Quanto ao primeiro aspecto, impõe-se analisar a forma de contagem desse prazo(principalmente se considerados os novos dispositivos trazidos pelo CPC/2015 sobre o tema) e o seu termo inicial. É uníssono que o prazo fluirá da data da concretização do ato registral, sendo este o momento em que ocorre a prenotação da certidão na matrícula no bem, conforme disposto no artigo 182 da Lei nº 6.015/1973 (a Lei de Registros Públicos) Não obstante, a aludida contagem se valerá do disposto no artigo 219 do CPC/201547, pelo qual serão contabilizados somente os dias úteis. Sem pretender criticar o dispositivo, mas tão somente avaliar os efeitos práticos da mudança, significa dizer que o prazo (real) para comunicação ao juízo será de até 14 (quatorze) dias corridos (sem considerar eventuais feriados).

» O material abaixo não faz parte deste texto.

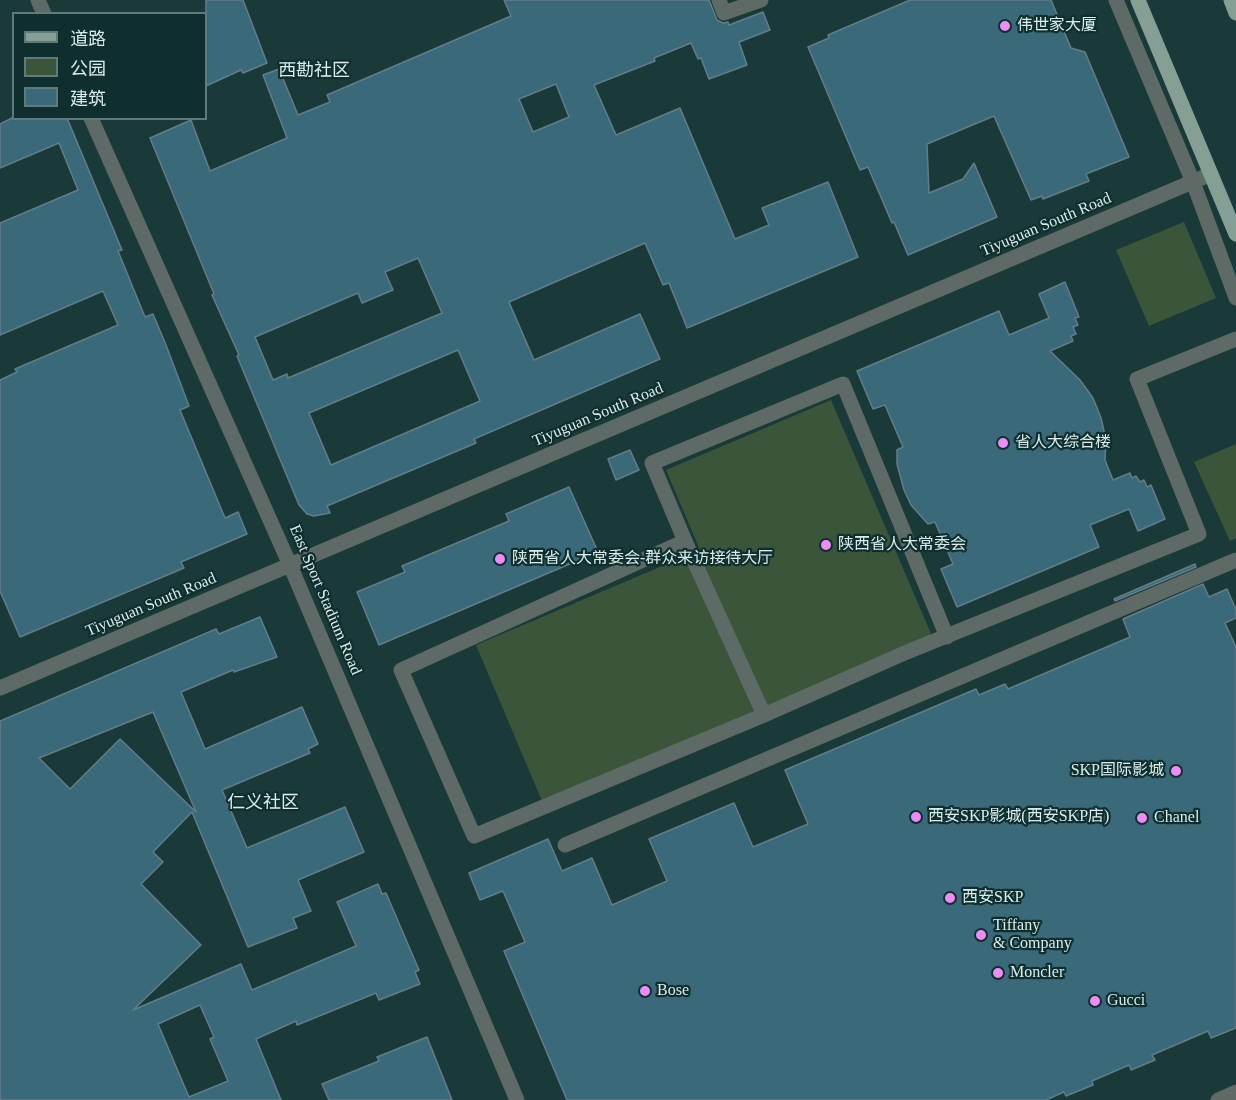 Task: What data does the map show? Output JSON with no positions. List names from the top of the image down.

Quase que sempre o exequente se preocupa apenas com a averbação da penhora do bem. Não se preocupando se a manutenção das demais averbações premonitórias implicariam ou não prejuízo para o patrimônio do executado. Com isso, num misto de falta de zelo e omissão, o credor costuma atribuir tal responsabilidade ao juízo da execução tal conduta já não se afigurava como aceitável no sistema anterior, tendo sido necessário o legislador disciplinar a matéria.


5. Do Dever de Lealdade Processual do Exequente

O legislador reconheceu que a conduta do exequente que opta pelo uso do instrumento de averbação premonitória deverá ser mais responsável ainda, limitando-se à averbação apenas dos bens necessários para o pagamento do crédito inadimplido, devendo se atentar em especial ao prazo previsto no § 2º para o levantamento das averbações que excedam os bens penhorados, sob pena das sanções cominadas que comportam a multa por litigância de má fé que já era aplicada pela mesma conduta no código anterior (20% sob o valor da causa), acrescida do dever de indenizar pelos danos ocasionados por sua desídia a ser processada por meio de incidente.

Em linhas gerais enquanto o diploma anterior fazia referência direta ao seu artigo 18, § 2º, que trata da multa por litigância de má-fé e a indenização à parte prejudicada em valor desde logo fixado pelo juiz, em quantia não superior a 20% (vinte por cento) sobre o valor da causa, o atual código prevê a indenização ampla, sem prejuízo da mesma multa por litigância de má fé que foi recepcionada pela lei processual vigente. A conduta processual rechaçada pelo novo código de processo era também coibida pelo anterior.

Contudo, parte da responsabilidade pela necessidade da alteração do Código de Processo Civil, a qual defendemos que não seria necessária, é do Poder Judiciário que ao contrário dos institutos de direito comparado que se inspirou, passou a aplicar a teoria do mero aborrecimento de forma desmedida e em qualquer caso. Mesmo quando o executado comprovava o excesso cometido pelo exequente após anos a fio não raras as vezes o magistrado não lhe aplicava multa ou atendia sua pretensão de ter justa indenização pelo ilícito de ordem civil e processual cometido.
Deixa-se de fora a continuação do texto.